Maybe his proximity to these dunes had somethin’ to do with the strange lights and sounds that had wakened him from his sleep late last night, and his discovery of several strangely cut-up cattle carcasses the day before. At first Zach had thought he was back in Canada, and the Northern Lights had, as they sometimes did, come to be seen far south of their accustomed occurrence, and out of season; for these lights kinda looked like them, all flowin’ and colored like an outta’ focus rainbow, only way lower, and closer. But then, he’d remembered just where he was and, at the same time, also realized that accompanyin’ the lights was an eerie whistlin’ whine, an eldritch hum like nothin’ he’d ever heard or e’en heer’d tell of before. So strange a sound it was that the hairs on the back of his neck rose as one, to stand straight out from his skin, before both the sound and lights quickly faded away; as did he, back to a troubled sleep.
Slowly he guided Jezebelle to the right, along a small patch of hard-packed open ground. There, the sand ended so abruptly that it might have been tidied up at night by broom-wielding elves. Zack and ‘Belle entered a small stand of short pines on the other side of the open ground that grew ‘midst piles of granite boulders, rough-hewn and strewn randomly as if tossed like seeds from some giant’s hand. Perhaps that huge troll, or ogre, had been grindin’ those rocks for eons, like a miller grindin’ grain, producing these huge hills of rock dust, ready for makin’ into giant flapjacks; for sustenance down through the ages.
Zack stared at the high dune tops and the graceful snake-like curves of the sand in fascination. He was seriously considering a climb, just for the fun of it, when he, for some reason, pulled ‘Belle up short. He might have stopped there because the dunes stopped, right there, as abruptly as they had started; or because the horse and he needed a rest; or to allow them both to answer the call of nature. Actually though, none of these things were the reason. If he had been intrigued by the sight of the dunes, he was now thunderstruck by the unimaginable prospect before him. Slack-jawed, he gaped at the immense scintillating metallic object directly in front of him, some fifty feet away.

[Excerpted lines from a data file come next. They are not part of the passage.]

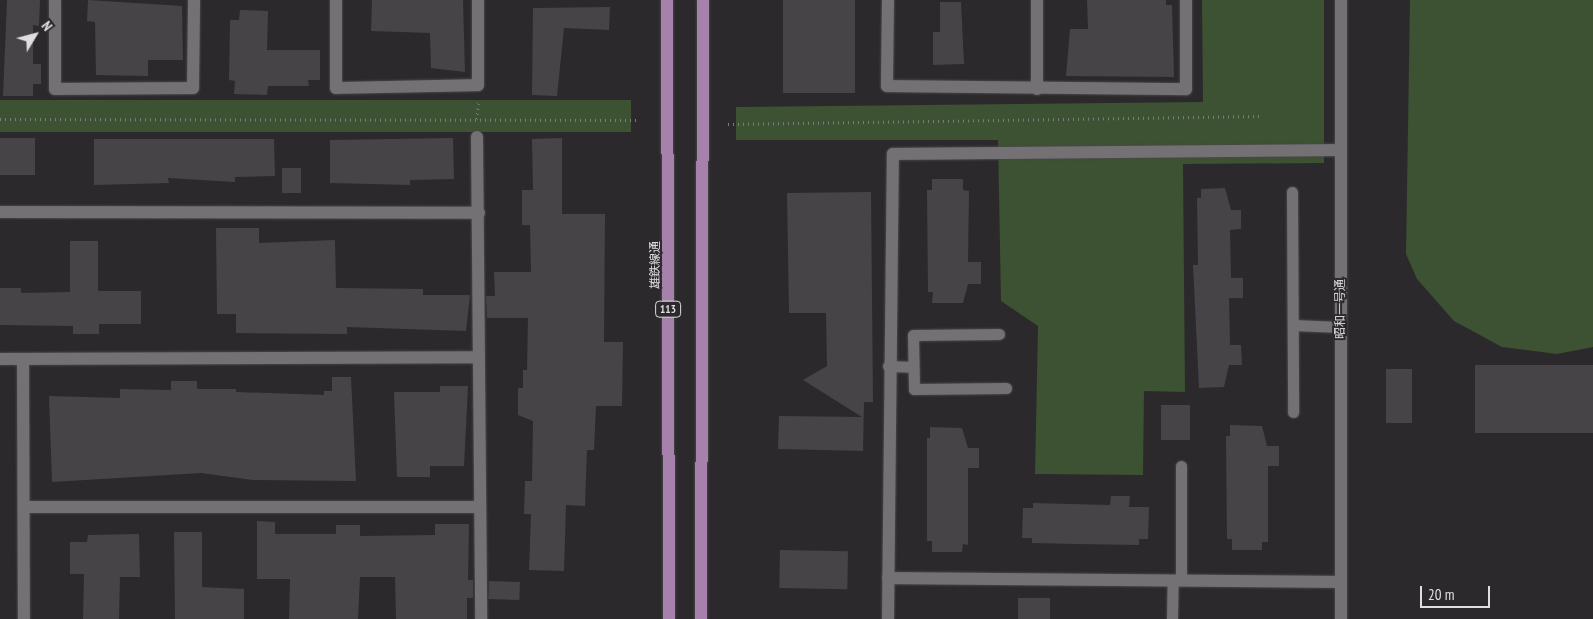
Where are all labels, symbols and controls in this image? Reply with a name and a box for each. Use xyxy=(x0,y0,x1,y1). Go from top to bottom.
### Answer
north arrow xyxy=(10,10,60,60)
text: N xyxy=(38,18,56,34)
street label: 雄鉄線通 xyxy=(648,241,662,289)
street label: 昭和一号通 xyxy=(1333,279,1347,339)
road number: 113 xyxy=(654,300,682,318)
scale bar xyxy=(1423,576,1493,608)
text: 20 m xyxy=(1428,585,1454,604)

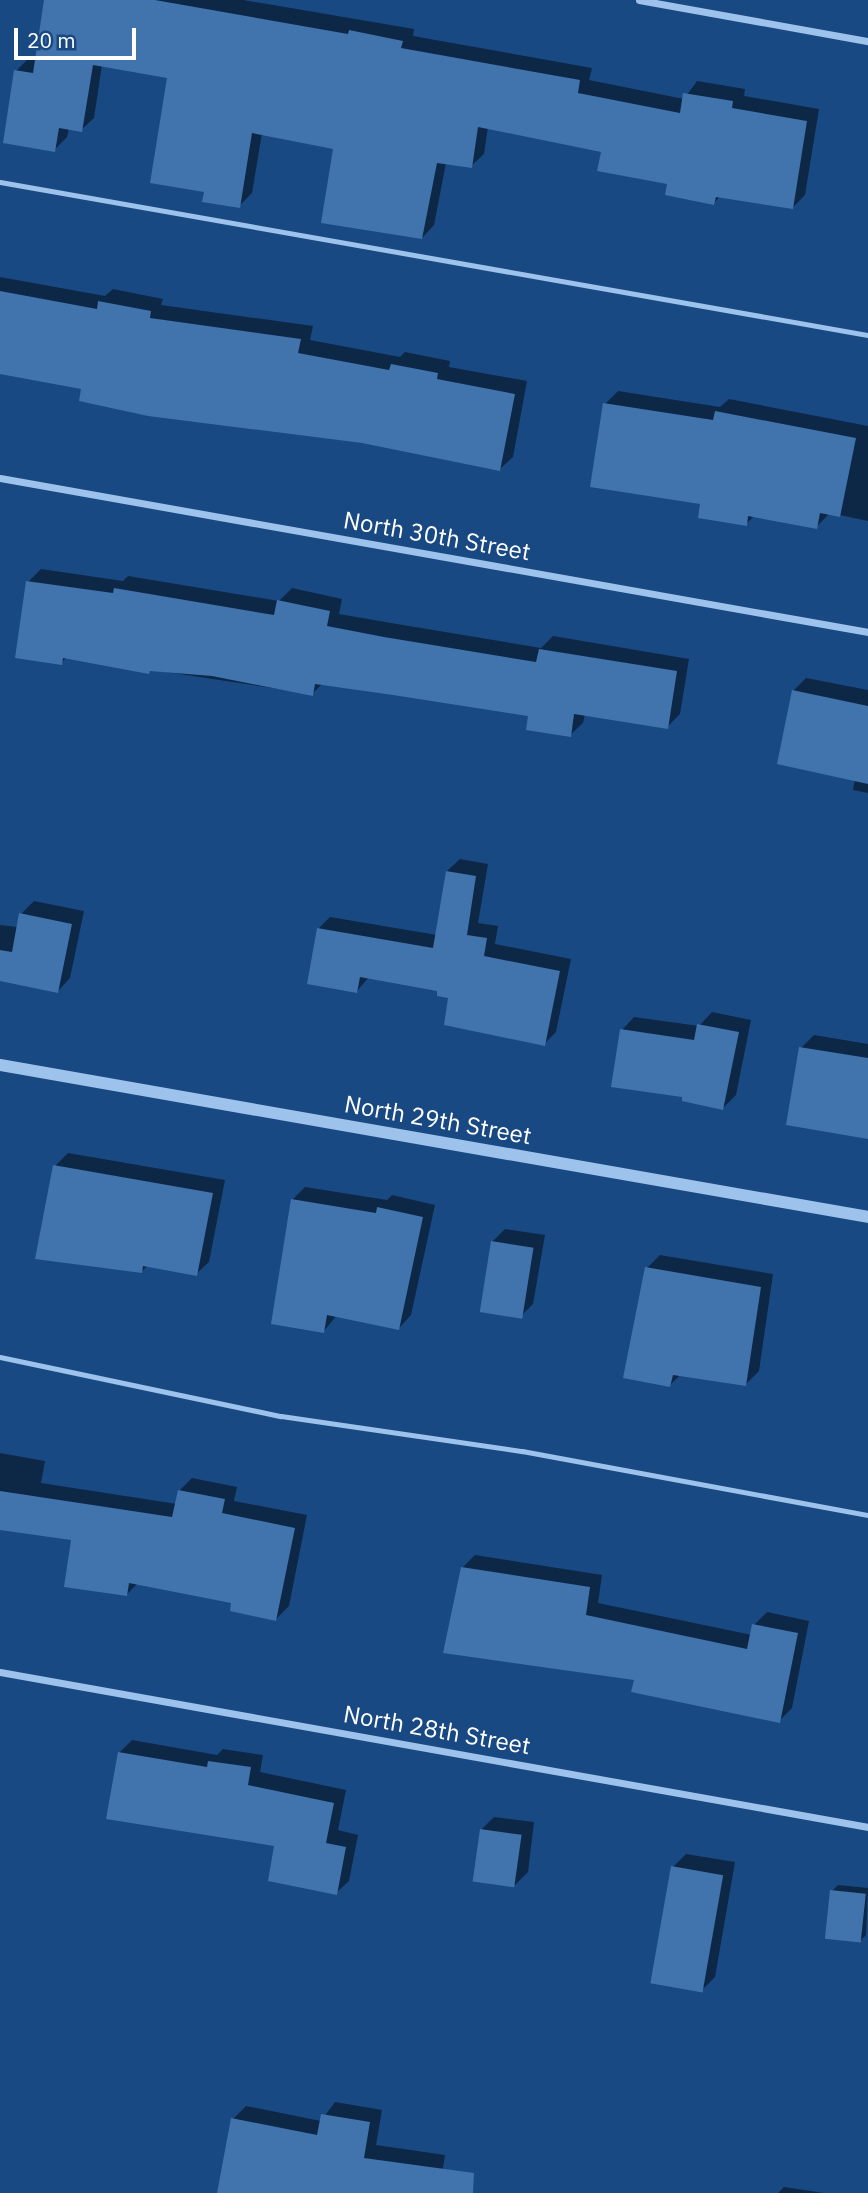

Sharp along its edges, curvin’ at the top and bottom in identical, flattened arcs, like two pie tins melted together (without visible seam), this — thing — hung motionless, without visible support, some ten or fifteen feet above the ground. Kinda like pie plates, yeah, but the pie they would bake would be a good two-hundred feet across! The thing was so big, his brain balked at comparin’ it to anythin’ he’d ever come across. Zach’s mind kinda seized-up, like a wagon wheel gone long without greasin’, just lookin’ at it (an’ those hairs on his neck, like the hackles on a frightened dog, all rose up again).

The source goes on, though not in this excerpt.